English apples are finally arriving on supermarket shelves after this year's unusual weather made it the latest crop for a generation.
The fruit has been delayed by more than three weeks due to the long cold spring and late arrival of summer, which reduced the quantity of apples as well as their size, English Apples and Pears said.
According to the trade association, the crop has not been this late since 1985.
But one of the warmest summers on record contributed to good sugar levels and a crunchy, juicy texture.
They are also redder than usual because of the chemical reaction in the skin caused by the contrast between warm summer daytime temperatures and cool nights, the organisation said.
Industry experts have estimated the bad spring weather has cost growers approximately 10% of this year's crop.

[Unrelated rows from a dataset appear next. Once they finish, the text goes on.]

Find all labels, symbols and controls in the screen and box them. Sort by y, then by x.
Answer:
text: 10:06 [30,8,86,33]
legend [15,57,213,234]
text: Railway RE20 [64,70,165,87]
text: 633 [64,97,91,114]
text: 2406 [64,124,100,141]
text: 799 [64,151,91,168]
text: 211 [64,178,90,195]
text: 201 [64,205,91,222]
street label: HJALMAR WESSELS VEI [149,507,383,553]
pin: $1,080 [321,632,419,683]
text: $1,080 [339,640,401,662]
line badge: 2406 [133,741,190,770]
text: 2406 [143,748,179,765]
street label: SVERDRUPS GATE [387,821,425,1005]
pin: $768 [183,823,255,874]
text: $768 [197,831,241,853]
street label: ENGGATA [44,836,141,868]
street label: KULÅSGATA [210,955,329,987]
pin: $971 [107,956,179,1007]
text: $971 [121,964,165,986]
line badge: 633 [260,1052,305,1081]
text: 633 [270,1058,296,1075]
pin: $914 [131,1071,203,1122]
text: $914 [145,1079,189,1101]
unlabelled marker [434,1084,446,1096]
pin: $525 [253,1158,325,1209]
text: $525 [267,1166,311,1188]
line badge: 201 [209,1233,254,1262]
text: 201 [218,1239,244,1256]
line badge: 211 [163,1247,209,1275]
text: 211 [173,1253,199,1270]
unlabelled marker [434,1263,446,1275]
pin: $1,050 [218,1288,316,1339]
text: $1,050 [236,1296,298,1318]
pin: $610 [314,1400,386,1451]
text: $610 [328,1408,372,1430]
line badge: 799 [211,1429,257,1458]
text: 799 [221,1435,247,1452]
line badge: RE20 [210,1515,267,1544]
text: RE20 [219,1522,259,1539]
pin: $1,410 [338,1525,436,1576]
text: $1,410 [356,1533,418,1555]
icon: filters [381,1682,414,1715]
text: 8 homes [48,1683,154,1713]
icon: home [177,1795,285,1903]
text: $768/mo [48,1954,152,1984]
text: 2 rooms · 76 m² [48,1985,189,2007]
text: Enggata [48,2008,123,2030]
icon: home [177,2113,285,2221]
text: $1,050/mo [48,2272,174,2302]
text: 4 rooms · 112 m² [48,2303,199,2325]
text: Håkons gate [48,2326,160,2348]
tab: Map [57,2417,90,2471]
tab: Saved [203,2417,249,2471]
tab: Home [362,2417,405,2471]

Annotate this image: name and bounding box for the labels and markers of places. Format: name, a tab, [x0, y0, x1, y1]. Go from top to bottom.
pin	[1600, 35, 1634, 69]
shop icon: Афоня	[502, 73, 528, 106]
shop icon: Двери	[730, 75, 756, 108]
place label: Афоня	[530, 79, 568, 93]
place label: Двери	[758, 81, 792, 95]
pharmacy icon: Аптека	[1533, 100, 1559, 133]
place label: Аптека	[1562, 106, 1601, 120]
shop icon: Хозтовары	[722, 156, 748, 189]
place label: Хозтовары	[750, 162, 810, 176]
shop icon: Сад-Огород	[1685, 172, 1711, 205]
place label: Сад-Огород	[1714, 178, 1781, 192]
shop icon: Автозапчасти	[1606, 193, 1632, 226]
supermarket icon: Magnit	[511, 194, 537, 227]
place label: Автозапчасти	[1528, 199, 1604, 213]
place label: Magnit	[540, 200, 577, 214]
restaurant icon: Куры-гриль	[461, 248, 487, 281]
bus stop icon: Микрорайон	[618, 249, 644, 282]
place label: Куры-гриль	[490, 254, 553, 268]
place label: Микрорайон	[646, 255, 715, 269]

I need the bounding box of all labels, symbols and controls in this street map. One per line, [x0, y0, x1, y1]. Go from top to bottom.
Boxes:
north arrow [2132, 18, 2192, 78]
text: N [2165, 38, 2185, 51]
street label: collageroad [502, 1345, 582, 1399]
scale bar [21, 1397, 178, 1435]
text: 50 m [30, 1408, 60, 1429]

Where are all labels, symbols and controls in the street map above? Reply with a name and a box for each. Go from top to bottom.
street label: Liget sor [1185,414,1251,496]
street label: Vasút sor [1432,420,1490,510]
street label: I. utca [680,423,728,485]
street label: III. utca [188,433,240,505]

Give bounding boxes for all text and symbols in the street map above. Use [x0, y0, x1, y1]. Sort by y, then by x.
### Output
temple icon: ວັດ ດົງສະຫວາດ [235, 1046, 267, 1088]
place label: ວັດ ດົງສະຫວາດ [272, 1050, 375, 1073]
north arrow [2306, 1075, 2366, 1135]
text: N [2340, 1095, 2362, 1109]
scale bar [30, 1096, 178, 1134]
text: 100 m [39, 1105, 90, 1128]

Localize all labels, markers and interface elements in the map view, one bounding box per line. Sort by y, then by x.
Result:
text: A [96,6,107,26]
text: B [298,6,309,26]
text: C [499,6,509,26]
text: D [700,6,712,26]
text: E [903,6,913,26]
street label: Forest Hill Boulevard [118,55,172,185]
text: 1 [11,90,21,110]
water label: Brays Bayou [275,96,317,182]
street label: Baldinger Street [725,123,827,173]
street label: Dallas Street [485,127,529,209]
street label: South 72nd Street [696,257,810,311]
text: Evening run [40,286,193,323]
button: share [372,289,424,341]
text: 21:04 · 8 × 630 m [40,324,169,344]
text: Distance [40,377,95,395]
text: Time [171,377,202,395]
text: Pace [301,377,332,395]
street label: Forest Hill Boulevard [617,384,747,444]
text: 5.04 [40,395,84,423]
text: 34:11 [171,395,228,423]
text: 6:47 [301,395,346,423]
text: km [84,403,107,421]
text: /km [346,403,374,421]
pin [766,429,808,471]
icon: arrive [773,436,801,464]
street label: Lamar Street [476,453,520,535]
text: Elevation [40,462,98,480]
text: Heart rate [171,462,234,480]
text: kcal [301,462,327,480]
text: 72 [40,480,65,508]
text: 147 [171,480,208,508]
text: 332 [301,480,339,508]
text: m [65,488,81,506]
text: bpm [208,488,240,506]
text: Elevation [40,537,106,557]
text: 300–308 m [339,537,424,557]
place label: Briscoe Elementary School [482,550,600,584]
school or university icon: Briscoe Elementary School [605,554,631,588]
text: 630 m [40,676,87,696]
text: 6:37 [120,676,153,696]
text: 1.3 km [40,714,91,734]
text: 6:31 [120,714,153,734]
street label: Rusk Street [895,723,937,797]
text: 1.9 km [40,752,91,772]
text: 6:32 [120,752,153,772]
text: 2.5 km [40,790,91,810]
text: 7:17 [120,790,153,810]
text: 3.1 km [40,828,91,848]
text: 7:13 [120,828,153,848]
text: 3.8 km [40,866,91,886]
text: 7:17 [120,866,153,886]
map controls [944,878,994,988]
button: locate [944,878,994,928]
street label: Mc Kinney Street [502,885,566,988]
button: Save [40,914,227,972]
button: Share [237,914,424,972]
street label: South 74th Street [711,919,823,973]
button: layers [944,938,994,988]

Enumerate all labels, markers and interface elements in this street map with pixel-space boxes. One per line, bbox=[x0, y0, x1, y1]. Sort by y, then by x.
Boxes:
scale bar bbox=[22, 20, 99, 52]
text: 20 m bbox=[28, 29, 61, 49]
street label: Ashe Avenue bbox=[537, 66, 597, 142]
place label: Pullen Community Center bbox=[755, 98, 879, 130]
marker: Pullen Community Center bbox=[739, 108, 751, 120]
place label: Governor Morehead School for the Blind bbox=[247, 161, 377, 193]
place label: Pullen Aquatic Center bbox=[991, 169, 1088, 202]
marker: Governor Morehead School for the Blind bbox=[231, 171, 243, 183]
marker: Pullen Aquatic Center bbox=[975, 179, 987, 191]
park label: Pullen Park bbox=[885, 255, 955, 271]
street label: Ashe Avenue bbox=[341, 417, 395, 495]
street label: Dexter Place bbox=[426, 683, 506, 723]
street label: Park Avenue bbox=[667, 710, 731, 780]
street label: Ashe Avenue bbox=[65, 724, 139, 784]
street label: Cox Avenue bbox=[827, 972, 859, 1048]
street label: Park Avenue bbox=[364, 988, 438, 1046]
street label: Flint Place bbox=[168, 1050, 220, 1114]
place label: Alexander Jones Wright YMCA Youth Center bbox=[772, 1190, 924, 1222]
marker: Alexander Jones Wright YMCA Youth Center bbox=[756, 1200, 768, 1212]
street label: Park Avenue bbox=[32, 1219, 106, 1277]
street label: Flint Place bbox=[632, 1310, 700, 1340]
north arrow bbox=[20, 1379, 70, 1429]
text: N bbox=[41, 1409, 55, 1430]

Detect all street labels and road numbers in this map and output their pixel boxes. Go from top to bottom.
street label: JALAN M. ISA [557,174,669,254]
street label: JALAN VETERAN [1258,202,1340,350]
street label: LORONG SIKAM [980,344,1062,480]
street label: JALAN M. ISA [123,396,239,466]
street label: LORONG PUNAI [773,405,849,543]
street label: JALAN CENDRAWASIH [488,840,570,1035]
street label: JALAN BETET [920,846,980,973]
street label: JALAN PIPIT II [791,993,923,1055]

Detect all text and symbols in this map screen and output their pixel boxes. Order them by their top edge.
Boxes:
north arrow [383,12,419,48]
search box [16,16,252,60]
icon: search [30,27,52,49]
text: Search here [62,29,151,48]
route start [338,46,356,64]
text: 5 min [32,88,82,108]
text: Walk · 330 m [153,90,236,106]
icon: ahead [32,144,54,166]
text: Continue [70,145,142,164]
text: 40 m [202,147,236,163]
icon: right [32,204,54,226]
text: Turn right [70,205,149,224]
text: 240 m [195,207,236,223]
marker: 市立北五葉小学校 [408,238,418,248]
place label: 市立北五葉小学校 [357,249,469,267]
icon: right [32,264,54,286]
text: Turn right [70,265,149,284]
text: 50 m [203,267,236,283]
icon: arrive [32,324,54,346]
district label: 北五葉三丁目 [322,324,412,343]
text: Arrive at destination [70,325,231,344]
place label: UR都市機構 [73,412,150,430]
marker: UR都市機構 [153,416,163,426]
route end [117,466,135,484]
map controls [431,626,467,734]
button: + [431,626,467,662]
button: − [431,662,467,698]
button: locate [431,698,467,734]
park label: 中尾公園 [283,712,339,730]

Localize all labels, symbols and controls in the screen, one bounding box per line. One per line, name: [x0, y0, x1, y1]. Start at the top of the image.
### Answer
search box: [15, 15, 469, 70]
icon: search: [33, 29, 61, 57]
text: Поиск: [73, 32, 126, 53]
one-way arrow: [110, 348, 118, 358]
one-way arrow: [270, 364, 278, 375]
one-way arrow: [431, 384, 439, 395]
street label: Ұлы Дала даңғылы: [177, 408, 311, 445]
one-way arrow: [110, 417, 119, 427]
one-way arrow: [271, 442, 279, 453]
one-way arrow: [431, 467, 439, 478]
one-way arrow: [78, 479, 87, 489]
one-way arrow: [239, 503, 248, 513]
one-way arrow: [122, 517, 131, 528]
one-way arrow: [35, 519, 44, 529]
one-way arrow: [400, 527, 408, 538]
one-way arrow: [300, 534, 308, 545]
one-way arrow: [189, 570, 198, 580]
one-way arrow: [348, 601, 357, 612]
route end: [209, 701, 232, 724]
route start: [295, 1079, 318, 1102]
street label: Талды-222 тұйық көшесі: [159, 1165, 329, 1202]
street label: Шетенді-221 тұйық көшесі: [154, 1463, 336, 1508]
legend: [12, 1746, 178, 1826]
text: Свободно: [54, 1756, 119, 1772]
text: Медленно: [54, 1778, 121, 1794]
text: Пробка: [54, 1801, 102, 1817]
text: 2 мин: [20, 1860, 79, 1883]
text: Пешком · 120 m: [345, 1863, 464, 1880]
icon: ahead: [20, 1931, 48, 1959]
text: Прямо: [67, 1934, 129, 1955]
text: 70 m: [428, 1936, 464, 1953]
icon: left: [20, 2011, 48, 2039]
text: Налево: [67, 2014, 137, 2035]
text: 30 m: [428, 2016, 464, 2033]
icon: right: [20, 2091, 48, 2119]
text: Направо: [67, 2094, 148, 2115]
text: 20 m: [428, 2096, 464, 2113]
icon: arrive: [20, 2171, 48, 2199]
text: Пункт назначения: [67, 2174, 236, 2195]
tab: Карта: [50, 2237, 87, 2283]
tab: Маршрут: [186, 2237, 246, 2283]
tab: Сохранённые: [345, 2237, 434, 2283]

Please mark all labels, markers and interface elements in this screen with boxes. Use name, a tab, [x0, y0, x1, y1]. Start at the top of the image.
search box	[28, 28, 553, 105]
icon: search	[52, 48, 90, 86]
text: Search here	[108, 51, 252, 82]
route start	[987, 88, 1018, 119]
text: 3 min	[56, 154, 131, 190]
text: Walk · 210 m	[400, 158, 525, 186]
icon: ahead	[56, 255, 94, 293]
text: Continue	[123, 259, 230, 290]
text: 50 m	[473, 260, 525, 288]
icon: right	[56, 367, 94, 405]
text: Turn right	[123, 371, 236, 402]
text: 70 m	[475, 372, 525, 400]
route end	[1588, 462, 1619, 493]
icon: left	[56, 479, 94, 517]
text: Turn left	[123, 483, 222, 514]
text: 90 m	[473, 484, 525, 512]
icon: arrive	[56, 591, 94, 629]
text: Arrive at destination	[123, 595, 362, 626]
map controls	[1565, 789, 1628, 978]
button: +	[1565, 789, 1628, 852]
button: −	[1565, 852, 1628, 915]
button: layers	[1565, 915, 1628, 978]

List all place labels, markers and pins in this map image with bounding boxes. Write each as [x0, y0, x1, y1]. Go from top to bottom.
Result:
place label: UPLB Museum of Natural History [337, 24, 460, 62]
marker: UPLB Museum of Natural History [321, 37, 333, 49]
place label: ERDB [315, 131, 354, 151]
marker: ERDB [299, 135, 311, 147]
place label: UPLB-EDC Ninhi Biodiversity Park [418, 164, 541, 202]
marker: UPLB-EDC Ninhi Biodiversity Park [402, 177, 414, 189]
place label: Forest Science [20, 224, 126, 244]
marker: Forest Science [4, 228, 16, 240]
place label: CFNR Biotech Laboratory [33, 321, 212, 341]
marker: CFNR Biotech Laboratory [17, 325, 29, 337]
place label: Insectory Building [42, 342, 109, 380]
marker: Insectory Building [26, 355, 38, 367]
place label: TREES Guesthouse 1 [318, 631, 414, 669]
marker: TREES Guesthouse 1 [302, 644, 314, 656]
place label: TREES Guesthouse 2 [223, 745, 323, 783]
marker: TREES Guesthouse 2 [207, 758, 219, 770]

The total crop is expected to be 115,000 tonnes, higher than the exceptionally poor crop of 86,000 tonnes last year but slightly lower than the 116,000 tonnes picked in 2011.
However Gala, now the UK's favourite apple, has produced a record crop that is 41% higher than Cox, which was the country's favourite apple for most of the last century.
English Apples and Pears chief executive Adrian Barlow said: "This year's crop of English apples is a real treat. Juicy, well coloured but later than usual, the major autumn varieties are about to appear on retail shelves.
"Contrary to some reports it's not a bumper crop, but the apples taste terrific and look superb."